Over the last few years, students affected by the troubles in their home countries received grants from the Student Hardship Fund to allow them to complete their studies at Lancaster
Above: Joyce with her students (photo taken on a webcam in Zimbabwe)
A grant of £2,000 was made in 2011 to support a Zimbabwean distance-learning student to pay the remainder of her tuition fees when she faced financial dire straits in the face of Zimbabwe’s economic collapse.
“As a Zimbabwean student, I first came into contact with Lancaster University back in the year 2004 when I was selected for an online writing course, Crossing Borders. The course was a British Council and Lancaster University initiative, with Zimbabwean and Ugandan poets exchanging their work. In 2009, Lancaster University offered me the opportunity to study for an MA in the department of English and Creative Writing. At that point, as a school teacher in Zimbabwe, I could not raise the required fees. My salary was almost zero as Zimbabwe's currency was being eroded by record-breaking inflation. I thought I was going to regret the missed chance for the rest of my life.
When the University announced that there was a scholarship to be awarded to a student in difficult circumstances, my hopes were raised. I needed only to apply. Imagine my joy on learning that I had made it into the top two. I have been on the course for almost two years now. It is a good thing it is coming to an end but I am going to miss it. It has made my life so much more purposeful. The online tutorials and conferences have been so informative it is hard to imagine better learning channels.
I would like to express heartfelt gratitude to the University and all those who donate to it, for making my scholarship possible and my dream a reality.”
Rahaf Aldoughli, an English Literary Studies MA student, was being sponsored by the University of Aleppo in Syria. However, as a result of the political crisis she had not received any living expense money. Increasing difficulties in Syria meant that family back home were unable to financially support Rahaf, whose brother and father were arrested. Rahaf and her husband and child were granted asylum in the UK. Lancaster University waived the outstanding tuition fees and the Friends Programme grant provided living costs to the Rahaf and her family.
“My dream was on the verge of vanishing if this award was not given to me. It has offered me a chance to get out of the hardship that my family and my country are going through.
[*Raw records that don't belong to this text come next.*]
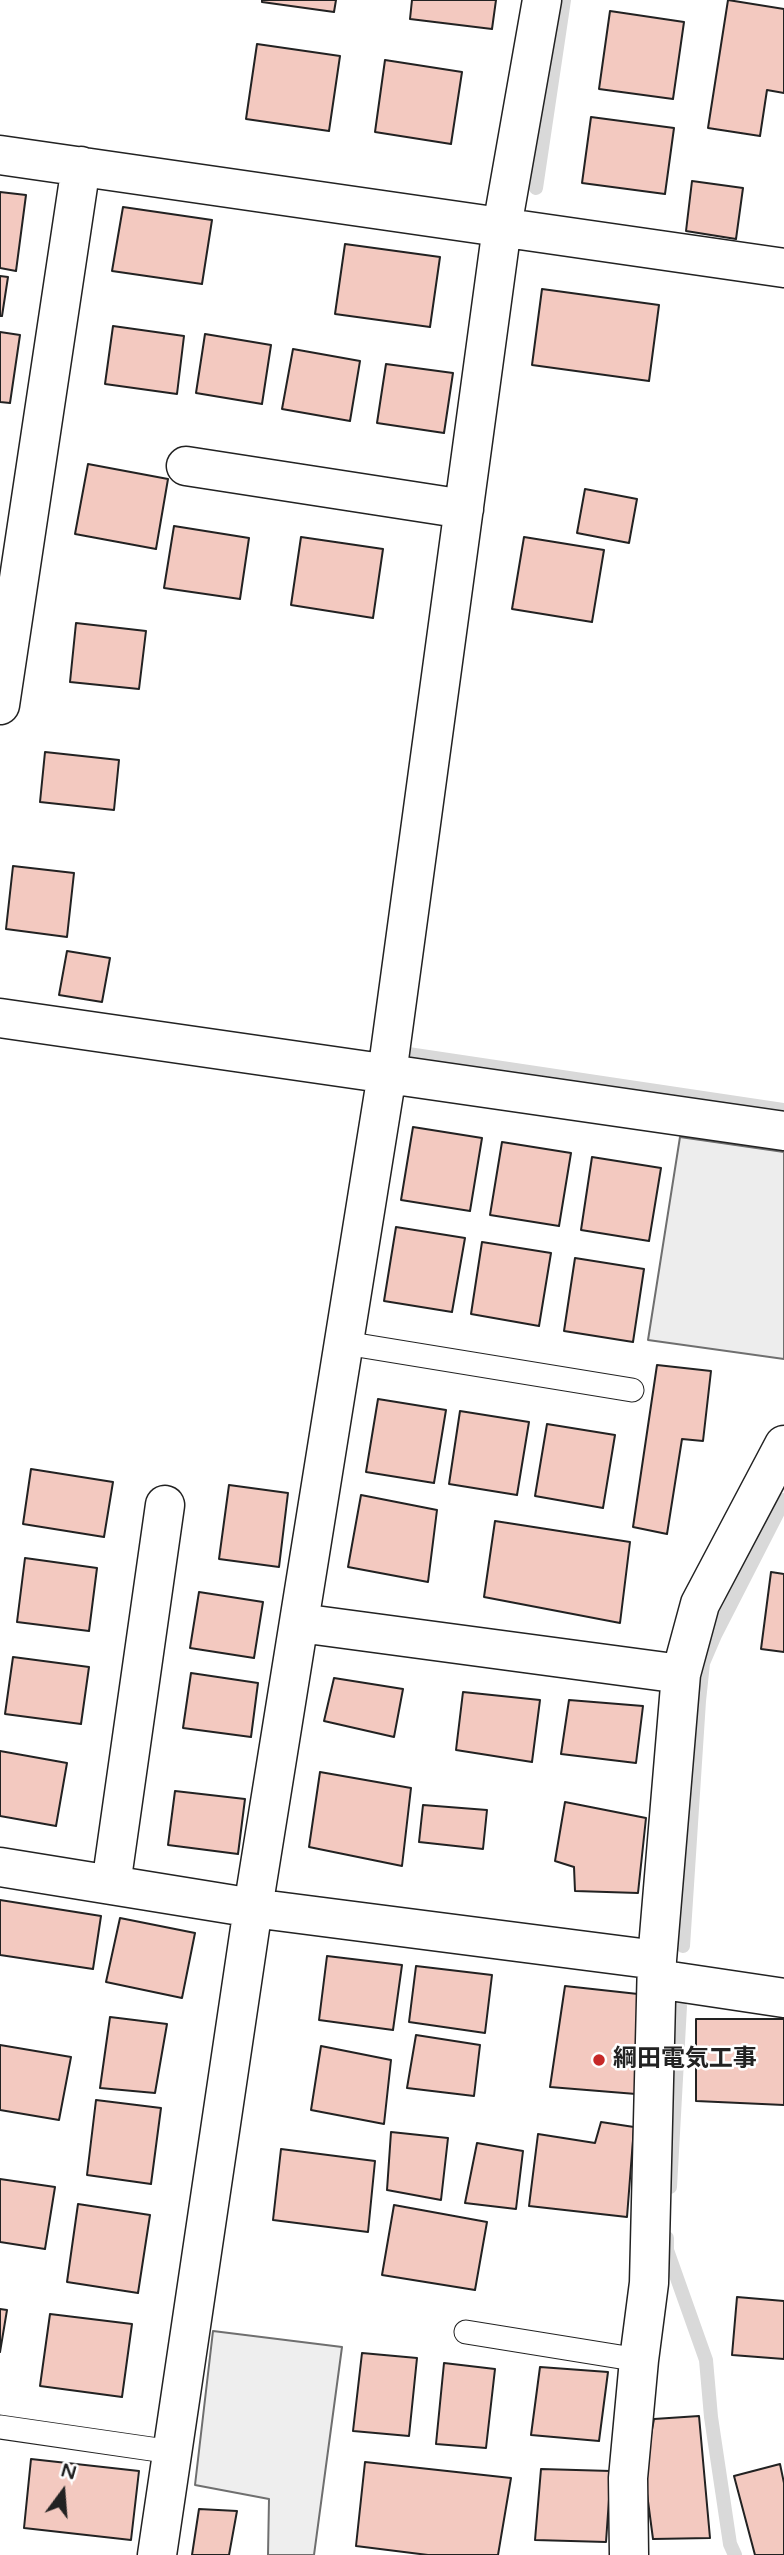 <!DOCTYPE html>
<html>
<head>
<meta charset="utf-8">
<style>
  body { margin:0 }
  #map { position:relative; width:784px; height:2555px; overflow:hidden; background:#fff; font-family:"Varela Round",sans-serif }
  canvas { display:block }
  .north { position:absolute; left:28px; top:2457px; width:70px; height:70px; -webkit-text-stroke:5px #fff; paint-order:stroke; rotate:16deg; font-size:19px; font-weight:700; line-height:28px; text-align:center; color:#222 }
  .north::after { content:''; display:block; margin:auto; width:24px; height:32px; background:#222; clip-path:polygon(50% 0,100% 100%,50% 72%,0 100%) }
</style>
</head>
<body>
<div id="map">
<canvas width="784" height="2555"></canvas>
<div class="north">N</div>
</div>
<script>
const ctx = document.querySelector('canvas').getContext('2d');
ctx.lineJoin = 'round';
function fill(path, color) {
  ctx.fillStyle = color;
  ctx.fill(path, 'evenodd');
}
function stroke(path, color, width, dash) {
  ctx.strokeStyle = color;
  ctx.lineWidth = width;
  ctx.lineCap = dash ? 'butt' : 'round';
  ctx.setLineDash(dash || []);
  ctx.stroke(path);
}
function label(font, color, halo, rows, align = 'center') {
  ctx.font = font + ' "Varela Round","Noto Sans JP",sans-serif';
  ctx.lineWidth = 5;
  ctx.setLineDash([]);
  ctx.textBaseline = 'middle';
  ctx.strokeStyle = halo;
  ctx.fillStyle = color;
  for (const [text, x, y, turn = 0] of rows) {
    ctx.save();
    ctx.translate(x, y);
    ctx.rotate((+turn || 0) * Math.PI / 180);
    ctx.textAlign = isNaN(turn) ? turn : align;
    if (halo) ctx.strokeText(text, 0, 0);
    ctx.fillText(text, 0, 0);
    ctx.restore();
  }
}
const green = new Path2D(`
  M 213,2331 L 342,2347 L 314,2555 L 268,2555 L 269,2499 L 195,2485 Z`);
const parking = new Path2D(`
  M 680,1137 L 784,1152 L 784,1359 L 648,1340 Z`);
const stream = new Path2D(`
  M 536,188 L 564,0
  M 408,1054 L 784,1110
  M 683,1946 L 699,1701 L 703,1663 L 715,1635 L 784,1500
  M 670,2187 L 680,2006
  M 667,2238 L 667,2250 L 706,2360 L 711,2417 L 730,2544 L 735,2555`);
const building = new Path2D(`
  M 262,0 L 336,0 L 334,12 L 262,2 Z
  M 412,0 L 496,0 L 492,29 L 410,19 Z
  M 728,0 L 784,9 L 784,93 L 767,90 L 760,136 L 708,128 Z
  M 610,11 L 684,22 L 673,99 L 599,89 Z
  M 257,44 L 340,56 L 329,131 L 246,119 Z
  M 385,60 L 462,72 L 451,144 L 375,132 Z
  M 591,117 L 674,128 L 665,194 L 582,183 Z
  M 692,181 L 743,188 L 736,239 L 686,231 Z
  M 0,192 L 26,195 L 16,271 L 0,268 Z
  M 123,207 L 212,220 L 202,284 L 112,271 Z
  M 345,244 L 440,257 L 430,327 L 335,314 Z
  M 0,276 L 8,277 L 2,316 L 0,316 Z
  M 542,289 L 659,305 L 649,381 L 532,365 Z
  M 113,326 L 184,336 L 177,394 L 105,384 Z
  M 0,332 L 20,335 L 10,403 L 0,402 Z
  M 205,334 L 271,345 L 262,404 L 196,393 Z
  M 293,349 L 360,361 L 350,421 L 282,409 Z
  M 386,364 L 453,373 L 444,433 L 377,423 Z
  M 88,464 L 168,479 L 156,549 L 75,534 Z
  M 585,489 L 637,499 L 629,543 L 577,533 Z
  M 174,526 L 249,538 L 240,599 L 164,588 Z
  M 301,537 L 383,549 L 373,618 L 291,605 Z
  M 524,537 L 604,550 L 592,622 L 512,609 Z
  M 76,623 L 146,631 L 139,689 L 70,682 Z
  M 45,752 L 119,760 L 114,810 L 40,802 Z
  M 13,866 L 74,873 L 67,937 L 6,929 Z
  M 67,951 L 110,958 L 102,1002 L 59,995 Z
  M 413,1127 L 482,1138 L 470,1211 L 401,1200 Z
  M 502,1142 L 571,1153 L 559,1226 L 490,1215 Z
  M 592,1157 L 661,1168 L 649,1241 L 581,1230 Z
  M 396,1227 L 465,1238 L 452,1312 L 384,1301 Z
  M 482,1242 L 551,1253 L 539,1326 L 471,1314 Z
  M 575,1258 L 644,1269 L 633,1342 L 564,1331 Z
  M 657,1365 L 711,1371 L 703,1441 L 682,1439 L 667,1534 L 633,1527 Z
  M 378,1399 L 446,1410 L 434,1483 L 366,1472 Z
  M 460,1411 L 529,1422 L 517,1495 L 449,1484 Z
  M 547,1424 L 615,1435 L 603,1508 L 535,1496 Z
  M 31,1469 L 113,1482 L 104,1537 L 23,1524 Z
  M 229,1485 L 288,1493 L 279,1567 L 219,1559 Z
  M 361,1495 L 437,1510 L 428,1582 L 348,1567 Z
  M 495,1521 L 630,1542 L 620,1623 L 484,1597 Z
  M 25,1558 L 97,1568 L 89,1631 L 17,1622 Z
  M 771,1572 L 784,1574 L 784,1652 L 761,1649 Z
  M 199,1592 L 263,1602 L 254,1658 L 190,1648 Z
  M 13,1657 L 89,1667 L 81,1724 L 5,1714 Z
  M 191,1673 L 258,1683 L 251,1737 L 183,1728 Z
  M 334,1678 L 403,1689 L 394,1737 L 324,1721 Z
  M 463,1692 L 540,1700 L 532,1762 L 456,1750 Z
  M 569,1700 L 643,1706 L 636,1763 L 561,1754 Z
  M 0,1751 L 67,1763 L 56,1826 L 0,1816 Z
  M 320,1772 L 411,1788 L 402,1866 L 309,1847 Z
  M 175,1791 L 245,1799 L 238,1854 L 168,1845 Z
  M 565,1802 L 646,1818 L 638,1893 L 575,1891 L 574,1867 L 555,1861 Z
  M 423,1805 L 487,1810 L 483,1849 L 419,1842 Z
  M 0,1900 L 101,1916 L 93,1969 L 0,1955 Z
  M 120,1918 L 195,1933 L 182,1998 L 106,1982 Z
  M 327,1956 L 402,1965 L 393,2030 L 319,2020 Z
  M 416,1966 L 492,1975 L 485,2033 L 409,2022 Z
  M 565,1986 L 638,1994 L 636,2094 L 550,2087 Z
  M 110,2017 L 167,2024 L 155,2093 L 100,2088 Z
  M 696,2019 L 784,2019 L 784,2105 L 696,2101 Z
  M 416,2035 L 480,2045 L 474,2096 L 407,2088 Z
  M 0,2045 L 71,2057 L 59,2120 L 0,2110 Z
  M 321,2046 L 391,2060 L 384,2124 L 311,2110 Z
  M 96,2100 L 161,2108 L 151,2184 L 87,2175 Z
  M 601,2122 L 634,2127 L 627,2217 L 529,2206 L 538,2134 L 595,2143 Z
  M 391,2132 L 448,2138 L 441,2200 L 387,2190 Z
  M 477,2143 L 523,2151 L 516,2209 L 465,2203 Z
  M 281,2149 L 375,2161 L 368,2232 L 273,2220 Z
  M 0,2179 L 55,2187 L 45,2249 L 0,2242 Z
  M 78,2204 L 150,2215 L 138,2293 L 67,2282 Z
  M 394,2205 L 487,2222 L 475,2290 L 382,2275 Z
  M 737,2297 L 784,2301 L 784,2359 L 732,2355 Z
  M 0,2309 L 7,2310 L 0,2352 Z
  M 50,2314 L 132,2324 L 122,2397 L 40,2386 Z
  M 362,2353 L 417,2358 L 409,2436 L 353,2431 Z
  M 444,2363 L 495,2369 L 486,2448 L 436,2444 Z
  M 540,2367 L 608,2372 L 599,2441 L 531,2435 Z
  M 699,2416 L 710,2538 L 653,2539 L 644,2471 L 654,2419 Z
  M 31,2459 L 139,2471 L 131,2540 L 24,2528 Z
  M 365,2462 L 511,2478 L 498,2555 L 428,2555 L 356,2546 Z
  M 780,2464 L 784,2483 L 784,2555 L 755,2555 L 734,2476 Z
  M 541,2469 L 611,2471 L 606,2542 L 535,2540 Z
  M 199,2509 L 237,2511 L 229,2555 L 192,2555 Z`);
const service = new Path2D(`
  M 345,1343 L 632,1390
  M 466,2332 L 639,2360
  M 0,2427 L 172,2452`);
const minor = new Path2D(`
  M 0,155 L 784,268
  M 186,466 L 464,509
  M 0,705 L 81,166
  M 0,1018 L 784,1131
  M 300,1623 L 681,1674
  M 0,1867 L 253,1908 L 387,1074 L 502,227 L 542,0
  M 111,1885 L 165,1505
  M 657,1979 L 784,1998
  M 157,2555 L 253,1908 L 657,1960
  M 629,2555 L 628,2478 L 639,2360 L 649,2283 L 657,1960 L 681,1674 L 700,1604 L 784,1445`);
const markers = [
  [599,2060,7,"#c62828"]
];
const poiNames = [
  ["綱田電気工事",613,2060]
];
fill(green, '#eee');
stroke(green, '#6f6f6f', 2);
fill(parking, '#ededed');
stroke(parking, '#6f6f6f', 2);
stroke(stream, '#d9d9d9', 14);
fill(building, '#f3c9c0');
stroke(building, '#222', 2);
stroke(service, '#222', 25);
stroke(minor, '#222', 41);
stroke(service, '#fff', 23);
stroke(minor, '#fff', 38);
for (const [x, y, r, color] of markers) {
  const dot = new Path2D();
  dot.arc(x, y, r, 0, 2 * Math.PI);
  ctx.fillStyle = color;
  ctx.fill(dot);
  stroke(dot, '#fff', 2.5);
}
label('bold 24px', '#222', '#fff', poiNames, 'left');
</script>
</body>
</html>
Thank you.”
Rahaf is now studying for a PhD in Politics at Lancaster and has ambitions to become a writer and lecturer in the future.
Many donations given to the University’s Friends Programme are directed to the student hardship fund which supports students from a wide variety of backgrounds through no fault of their own, run into financial trouble during their studies. Donations to the student hardship fund provide the financial means to allow these students to successfully complete their qualifications.